YOUR OBJECTIVE
Reproduce the records exactly, beginning with their first line and ending with the line that contains "Detect the labels", and output nothing more.

Records excerpted from a collection
------------------------------------------------
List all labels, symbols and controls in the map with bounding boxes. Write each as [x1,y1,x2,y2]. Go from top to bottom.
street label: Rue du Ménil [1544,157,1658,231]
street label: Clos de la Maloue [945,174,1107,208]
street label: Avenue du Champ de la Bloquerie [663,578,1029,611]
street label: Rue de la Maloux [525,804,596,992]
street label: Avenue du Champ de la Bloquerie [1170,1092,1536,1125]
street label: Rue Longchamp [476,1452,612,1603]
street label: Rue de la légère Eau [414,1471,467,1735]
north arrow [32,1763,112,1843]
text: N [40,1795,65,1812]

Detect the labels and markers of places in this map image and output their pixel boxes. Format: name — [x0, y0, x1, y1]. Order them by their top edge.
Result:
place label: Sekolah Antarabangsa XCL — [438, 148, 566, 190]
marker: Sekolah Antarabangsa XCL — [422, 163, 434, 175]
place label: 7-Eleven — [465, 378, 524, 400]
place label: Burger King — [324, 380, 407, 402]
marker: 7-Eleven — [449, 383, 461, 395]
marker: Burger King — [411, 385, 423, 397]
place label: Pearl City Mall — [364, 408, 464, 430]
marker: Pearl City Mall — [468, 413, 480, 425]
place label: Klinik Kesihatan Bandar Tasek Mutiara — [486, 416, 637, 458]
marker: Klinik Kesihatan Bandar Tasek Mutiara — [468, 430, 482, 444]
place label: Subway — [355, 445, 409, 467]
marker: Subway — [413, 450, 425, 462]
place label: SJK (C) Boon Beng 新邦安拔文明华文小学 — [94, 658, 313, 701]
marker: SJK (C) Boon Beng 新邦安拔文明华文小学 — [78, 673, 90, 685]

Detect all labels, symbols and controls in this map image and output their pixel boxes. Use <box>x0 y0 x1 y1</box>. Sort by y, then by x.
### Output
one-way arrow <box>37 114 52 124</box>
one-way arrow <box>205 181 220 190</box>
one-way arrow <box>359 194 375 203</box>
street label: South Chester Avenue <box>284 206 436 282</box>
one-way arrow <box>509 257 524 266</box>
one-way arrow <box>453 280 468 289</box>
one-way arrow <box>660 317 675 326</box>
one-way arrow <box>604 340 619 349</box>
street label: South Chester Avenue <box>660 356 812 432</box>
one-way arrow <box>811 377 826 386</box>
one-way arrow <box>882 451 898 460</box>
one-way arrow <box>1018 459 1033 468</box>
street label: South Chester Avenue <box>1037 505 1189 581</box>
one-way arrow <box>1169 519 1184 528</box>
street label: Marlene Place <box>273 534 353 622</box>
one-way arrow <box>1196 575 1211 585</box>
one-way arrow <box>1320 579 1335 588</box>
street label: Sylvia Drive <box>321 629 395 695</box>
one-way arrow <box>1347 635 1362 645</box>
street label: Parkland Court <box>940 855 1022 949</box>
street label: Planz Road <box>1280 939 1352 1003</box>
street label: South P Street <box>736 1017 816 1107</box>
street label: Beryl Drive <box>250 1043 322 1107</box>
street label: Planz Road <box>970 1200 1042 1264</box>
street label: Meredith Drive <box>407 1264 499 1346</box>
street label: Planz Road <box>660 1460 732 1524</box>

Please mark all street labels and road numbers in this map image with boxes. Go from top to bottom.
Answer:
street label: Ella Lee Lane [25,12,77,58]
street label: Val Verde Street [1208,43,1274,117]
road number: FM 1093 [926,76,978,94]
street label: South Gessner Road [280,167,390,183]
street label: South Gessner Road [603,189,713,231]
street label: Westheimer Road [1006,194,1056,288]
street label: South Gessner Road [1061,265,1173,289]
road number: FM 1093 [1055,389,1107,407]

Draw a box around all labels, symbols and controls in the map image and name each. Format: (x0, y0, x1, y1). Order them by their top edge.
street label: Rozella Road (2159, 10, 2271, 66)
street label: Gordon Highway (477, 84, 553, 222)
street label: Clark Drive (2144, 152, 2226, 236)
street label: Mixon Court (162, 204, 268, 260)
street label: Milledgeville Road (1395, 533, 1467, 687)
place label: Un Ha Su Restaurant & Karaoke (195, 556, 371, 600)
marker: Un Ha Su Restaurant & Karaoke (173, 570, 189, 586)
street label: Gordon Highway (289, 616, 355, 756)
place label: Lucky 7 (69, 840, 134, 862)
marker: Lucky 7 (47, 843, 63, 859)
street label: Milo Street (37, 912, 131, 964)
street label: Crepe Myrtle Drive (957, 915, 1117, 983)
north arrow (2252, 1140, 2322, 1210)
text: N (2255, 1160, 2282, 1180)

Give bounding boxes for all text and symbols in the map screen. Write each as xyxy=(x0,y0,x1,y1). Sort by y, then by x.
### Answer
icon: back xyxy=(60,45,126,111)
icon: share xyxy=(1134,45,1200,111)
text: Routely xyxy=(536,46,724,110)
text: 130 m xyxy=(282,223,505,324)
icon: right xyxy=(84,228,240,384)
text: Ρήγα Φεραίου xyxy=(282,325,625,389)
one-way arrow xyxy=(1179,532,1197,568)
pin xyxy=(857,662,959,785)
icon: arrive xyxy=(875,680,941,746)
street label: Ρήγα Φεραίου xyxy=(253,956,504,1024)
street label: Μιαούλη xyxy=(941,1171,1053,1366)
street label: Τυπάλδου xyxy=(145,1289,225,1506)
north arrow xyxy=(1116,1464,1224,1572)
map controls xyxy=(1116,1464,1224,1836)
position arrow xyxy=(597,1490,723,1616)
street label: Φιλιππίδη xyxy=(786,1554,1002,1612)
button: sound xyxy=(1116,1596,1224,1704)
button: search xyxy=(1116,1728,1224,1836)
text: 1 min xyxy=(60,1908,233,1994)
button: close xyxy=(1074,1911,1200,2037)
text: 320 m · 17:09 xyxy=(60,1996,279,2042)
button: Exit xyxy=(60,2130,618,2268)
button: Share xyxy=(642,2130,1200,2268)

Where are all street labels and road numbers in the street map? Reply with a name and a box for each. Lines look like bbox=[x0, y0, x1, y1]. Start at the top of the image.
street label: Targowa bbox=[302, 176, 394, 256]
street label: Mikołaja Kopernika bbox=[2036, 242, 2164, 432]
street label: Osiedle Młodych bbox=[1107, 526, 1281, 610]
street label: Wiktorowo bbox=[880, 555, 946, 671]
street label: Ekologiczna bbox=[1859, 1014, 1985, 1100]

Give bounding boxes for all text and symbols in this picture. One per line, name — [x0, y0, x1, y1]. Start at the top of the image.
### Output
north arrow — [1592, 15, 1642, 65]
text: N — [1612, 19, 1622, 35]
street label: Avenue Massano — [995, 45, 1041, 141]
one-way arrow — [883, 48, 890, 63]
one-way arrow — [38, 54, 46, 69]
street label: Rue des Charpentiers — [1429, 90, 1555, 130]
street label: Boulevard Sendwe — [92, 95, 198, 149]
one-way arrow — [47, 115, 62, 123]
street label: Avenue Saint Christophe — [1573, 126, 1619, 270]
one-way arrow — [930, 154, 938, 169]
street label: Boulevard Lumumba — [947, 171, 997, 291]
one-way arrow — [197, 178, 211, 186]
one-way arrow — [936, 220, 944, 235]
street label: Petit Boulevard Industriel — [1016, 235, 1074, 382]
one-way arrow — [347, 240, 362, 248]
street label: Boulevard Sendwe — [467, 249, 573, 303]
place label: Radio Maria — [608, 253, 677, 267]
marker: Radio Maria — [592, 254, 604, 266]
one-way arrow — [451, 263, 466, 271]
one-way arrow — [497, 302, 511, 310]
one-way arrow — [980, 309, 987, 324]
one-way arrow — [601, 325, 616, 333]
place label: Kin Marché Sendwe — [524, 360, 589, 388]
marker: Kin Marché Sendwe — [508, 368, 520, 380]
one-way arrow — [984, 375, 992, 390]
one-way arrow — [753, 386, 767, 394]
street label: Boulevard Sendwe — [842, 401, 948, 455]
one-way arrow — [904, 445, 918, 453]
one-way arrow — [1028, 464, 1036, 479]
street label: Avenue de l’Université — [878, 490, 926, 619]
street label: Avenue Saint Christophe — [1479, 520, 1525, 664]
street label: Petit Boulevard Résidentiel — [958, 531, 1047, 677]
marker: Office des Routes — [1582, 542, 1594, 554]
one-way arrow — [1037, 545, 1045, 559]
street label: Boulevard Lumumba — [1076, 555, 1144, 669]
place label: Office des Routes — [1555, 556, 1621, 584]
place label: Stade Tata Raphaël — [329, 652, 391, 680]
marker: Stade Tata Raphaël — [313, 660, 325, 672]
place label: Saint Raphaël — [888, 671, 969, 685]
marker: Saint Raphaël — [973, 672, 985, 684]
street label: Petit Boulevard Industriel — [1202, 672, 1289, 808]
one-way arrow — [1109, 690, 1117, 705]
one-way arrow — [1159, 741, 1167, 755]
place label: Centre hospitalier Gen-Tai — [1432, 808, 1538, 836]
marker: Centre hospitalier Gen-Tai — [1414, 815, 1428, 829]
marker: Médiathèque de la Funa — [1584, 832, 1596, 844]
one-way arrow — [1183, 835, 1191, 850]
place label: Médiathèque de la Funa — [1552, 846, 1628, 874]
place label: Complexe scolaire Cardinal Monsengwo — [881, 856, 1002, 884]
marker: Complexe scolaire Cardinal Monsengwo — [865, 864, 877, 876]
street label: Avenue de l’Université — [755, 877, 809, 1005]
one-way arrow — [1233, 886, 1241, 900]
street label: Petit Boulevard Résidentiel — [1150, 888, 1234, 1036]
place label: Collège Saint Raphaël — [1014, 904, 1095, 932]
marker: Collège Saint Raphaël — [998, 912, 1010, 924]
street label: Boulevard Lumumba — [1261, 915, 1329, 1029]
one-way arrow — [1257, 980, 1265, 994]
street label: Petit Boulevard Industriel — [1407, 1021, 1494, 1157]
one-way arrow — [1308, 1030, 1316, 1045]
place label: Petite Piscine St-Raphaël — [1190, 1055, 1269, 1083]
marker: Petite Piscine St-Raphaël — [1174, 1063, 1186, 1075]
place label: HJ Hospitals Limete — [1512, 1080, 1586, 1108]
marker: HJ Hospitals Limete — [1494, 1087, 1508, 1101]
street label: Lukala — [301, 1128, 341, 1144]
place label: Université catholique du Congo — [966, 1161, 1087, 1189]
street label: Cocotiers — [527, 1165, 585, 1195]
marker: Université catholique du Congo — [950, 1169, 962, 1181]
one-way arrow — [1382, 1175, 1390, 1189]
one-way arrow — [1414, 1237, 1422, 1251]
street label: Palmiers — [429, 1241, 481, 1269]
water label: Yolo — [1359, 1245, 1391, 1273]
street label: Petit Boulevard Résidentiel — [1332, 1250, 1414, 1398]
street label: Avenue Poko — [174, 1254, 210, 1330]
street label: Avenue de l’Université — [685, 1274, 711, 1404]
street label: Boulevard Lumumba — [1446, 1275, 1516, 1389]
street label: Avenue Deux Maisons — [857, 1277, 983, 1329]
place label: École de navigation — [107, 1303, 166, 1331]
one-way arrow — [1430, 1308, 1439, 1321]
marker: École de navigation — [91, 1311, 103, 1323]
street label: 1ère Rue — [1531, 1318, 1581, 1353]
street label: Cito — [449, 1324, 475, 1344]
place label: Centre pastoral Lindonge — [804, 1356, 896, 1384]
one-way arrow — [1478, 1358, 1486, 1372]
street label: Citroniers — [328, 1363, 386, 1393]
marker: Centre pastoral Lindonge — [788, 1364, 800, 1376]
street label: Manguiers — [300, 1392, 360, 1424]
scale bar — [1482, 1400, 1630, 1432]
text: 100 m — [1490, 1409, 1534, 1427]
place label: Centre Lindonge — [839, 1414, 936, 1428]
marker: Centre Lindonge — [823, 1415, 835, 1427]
------------------------------------------------
RESULT OF THIS TASK
List all labels, symbols and controls in the map with bounding boxes. Write each as [x1,y1,x2,y2]. Go from top to bottom.
street label: Rue du Ménil [1544,157,1658,231]
street label: Clos de la Maloue [945,174,1107,208]
street label: Avenue du Champ de la Bloquerie [663,578,1029,611]
street label: Rue de la Maloux [525,804,596,992]
street label: Avenue du Champ de la Bloquerie [1170,1092,1536,1125]
street label: Rue Longchamp [476,1452,612,1603]
street label: Rue de la légère Eau [414,1471,467,1735]
north arrow [32,1763,112,1843]
text: N [40,1795,65,1812]

Detect the labels and markers of places in this map image and output their pixel boxes. Format: name — [x0, y0, x1, y1]. Order them by their top edge.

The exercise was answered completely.